Les spectateurs entrent dans la salle et ils voient, au milieu de la scène, une kaaba blanche en toile portant en son centre un cube. L’installation est fascinante. À gauche, un ingénieur son et à droite une femme, amorphe, le corps fin dans des leggings et un sweater. Assise à un piano, les mains sur les jambes et le regard vide, elle ne se préoccupe pas des badauds qui entrent en discutant bruyamment. Tant que la lumière assiège les bancs, rien ne lui appartient. Quand elle s’éteint, elle contrôle tout. Et il faut rendre à Livia Sassoli ce qui lui appartient, elle a contrôlé cette pièce d’une main de maître, avec un attachement méticuleux aux gestes, aux expressions, aux notes – car le rôle lui fait également jouer du piano.

La lumière s’éteint donc, et la femme commence à raconter, avec une voix langoureuse et ténébreuse, qu’elle ne lâchera pas tout au long de la pièce.

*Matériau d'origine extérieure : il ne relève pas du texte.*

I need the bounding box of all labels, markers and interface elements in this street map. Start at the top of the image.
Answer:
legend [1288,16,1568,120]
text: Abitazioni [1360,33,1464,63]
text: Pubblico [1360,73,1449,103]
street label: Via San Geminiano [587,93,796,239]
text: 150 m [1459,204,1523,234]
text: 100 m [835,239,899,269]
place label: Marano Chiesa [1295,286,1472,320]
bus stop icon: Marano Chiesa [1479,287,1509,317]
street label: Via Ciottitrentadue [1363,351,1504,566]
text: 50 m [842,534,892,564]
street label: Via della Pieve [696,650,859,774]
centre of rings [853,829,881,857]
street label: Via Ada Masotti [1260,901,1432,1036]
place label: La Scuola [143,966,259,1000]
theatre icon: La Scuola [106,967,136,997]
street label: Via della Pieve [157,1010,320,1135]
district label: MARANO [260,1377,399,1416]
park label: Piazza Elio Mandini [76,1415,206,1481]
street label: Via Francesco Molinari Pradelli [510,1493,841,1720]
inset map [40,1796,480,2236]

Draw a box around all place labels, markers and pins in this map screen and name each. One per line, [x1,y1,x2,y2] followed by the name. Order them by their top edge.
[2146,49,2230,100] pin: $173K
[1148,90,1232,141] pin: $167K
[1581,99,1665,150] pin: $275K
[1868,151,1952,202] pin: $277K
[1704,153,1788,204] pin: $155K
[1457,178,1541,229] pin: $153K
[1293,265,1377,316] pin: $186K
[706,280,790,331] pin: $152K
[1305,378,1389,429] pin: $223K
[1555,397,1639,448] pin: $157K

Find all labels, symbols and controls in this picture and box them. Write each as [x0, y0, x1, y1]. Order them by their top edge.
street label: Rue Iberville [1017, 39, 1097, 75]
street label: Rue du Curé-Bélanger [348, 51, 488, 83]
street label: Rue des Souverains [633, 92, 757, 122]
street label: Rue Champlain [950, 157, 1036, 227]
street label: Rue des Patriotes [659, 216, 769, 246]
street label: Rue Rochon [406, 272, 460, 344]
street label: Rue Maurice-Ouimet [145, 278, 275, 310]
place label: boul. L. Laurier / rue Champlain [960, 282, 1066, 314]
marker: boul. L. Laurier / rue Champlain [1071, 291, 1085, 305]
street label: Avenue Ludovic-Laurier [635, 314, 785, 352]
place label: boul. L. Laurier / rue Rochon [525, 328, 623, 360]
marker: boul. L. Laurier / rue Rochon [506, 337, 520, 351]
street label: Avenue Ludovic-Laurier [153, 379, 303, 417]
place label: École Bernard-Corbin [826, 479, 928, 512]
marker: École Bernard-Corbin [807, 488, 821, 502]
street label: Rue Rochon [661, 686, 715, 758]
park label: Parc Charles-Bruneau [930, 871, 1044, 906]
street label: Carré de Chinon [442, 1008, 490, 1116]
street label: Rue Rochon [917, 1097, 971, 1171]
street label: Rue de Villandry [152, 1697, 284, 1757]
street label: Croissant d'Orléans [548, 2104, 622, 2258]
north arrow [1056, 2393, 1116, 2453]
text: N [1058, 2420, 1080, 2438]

Elle raconte un mythe, un Dieu qu’elle ne nomme pas et qu’on devine être Éros. Puis, elle raconte l’histoire d’Alex et Alex, un couple à travers les âges, semble-t-il. D’abord, les rencontres physiques, essentielles, les sensations chevrotantes du premier contact, puis l’évolution numérique vers les « connexions », les Tinder d’aujourd’hui. Tout cela est entrecoupé du récit scientifique sur la dopamine, l’ocytocine et la vasopressine ; sur l’intrication quantique aussi, et de la philosophie antique avec le mythe des androgynes de Platon. Le sujet est maîtrisé, il faut le dire.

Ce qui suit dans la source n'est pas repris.